EXERCISE: The listing that follows must be retyped in full, exactly.

PROVIDED DATA:
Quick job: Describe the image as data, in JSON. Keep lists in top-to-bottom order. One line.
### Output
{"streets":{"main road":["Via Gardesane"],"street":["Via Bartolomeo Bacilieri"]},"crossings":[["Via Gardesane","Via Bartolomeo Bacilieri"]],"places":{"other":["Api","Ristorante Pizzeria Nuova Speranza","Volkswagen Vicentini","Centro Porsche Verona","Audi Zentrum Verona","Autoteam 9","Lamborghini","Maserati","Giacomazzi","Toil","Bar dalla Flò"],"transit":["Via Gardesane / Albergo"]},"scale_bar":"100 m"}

ANSWER SPACE:
Quick job: Describe the image as data, in JSON. Keep lists in top-to-bottom order. One line.
### Output
{"streets":{"main road":["Via Gardesane"],"street":["Via Bartolomeo Bacilieri"]},"crossings":[["Via Gardesane","Via Bartolomeo Bacilieri"]],"places":{"other":["Api","Ristorante Pizzeria Nuova Speranza","Volkswagen Vicentini","Centro Porsche Verona","Audi Zentrum Verona","Autoteam 9","Lamborghini","Maserati","Giacomazzi","Toil","Bar dalla Flò"],"transit":["Via Gardesane / Albergo"]},"scale_bar":"100 m"}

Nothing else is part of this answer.